— Work instructions —
In how many lines of the listing does the word "Cristã" appear? Reply with the number only.
________________________
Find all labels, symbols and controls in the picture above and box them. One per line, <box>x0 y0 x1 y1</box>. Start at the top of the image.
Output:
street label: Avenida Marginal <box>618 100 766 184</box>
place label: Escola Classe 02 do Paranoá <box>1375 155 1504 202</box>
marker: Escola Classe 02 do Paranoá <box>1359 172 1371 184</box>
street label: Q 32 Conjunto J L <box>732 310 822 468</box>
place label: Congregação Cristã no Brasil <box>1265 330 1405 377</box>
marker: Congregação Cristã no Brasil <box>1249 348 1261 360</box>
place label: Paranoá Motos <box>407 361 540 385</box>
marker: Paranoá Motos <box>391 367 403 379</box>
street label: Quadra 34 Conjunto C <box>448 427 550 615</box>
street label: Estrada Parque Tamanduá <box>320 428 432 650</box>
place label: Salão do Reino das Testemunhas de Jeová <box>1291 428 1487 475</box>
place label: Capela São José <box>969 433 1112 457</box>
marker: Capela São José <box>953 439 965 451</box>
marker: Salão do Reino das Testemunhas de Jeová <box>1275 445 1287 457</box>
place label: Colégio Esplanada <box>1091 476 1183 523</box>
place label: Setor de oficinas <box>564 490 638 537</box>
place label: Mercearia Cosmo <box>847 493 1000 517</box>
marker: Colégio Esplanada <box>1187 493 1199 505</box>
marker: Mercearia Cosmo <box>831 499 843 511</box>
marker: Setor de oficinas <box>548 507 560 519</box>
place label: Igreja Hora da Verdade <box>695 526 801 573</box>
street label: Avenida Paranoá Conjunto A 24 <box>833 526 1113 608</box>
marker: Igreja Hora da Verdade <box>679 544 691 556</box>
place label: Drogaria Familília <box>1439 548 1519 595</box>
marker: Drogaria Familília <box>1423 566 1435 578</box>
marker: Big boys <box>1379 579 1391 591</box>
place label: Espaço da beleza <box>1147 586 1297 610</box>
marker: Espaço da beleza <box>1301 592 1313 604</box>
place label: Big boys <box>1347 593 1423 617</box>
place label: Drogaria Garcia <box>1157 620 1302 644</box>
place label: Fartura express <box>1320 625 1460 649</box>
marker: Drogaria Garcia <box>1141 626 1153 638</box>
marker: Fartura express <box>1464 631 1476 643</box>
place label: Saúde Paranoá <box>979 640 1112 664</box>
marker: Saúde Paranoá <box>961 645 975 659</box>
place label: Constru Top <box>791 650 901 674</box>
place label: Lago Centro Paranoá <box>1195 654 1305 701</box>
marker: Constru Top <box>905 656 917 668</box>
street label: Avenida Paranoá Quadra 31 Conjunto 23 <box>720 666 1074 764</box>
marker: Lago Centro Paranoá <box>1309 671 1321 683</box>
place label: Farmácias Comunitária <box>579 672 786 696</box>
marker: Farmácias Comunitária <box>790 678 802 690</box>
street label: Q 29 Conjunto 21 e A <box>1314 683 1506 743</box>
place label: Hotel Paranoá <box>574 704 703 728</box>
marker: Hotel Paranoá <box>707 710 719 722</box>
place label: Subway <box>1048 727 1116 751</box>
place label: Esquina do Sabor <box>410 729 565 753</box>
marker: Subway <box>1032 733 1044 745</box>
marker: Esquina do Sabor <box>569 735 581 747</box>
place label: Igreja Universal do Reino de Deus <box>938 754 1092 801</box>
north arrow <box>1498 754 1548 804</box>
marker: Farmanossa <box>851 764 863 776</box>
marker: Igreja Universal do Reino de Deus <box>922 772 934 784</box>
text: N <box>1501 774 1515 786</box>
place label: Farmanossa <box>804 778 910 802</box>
________________________
— Written solution —
2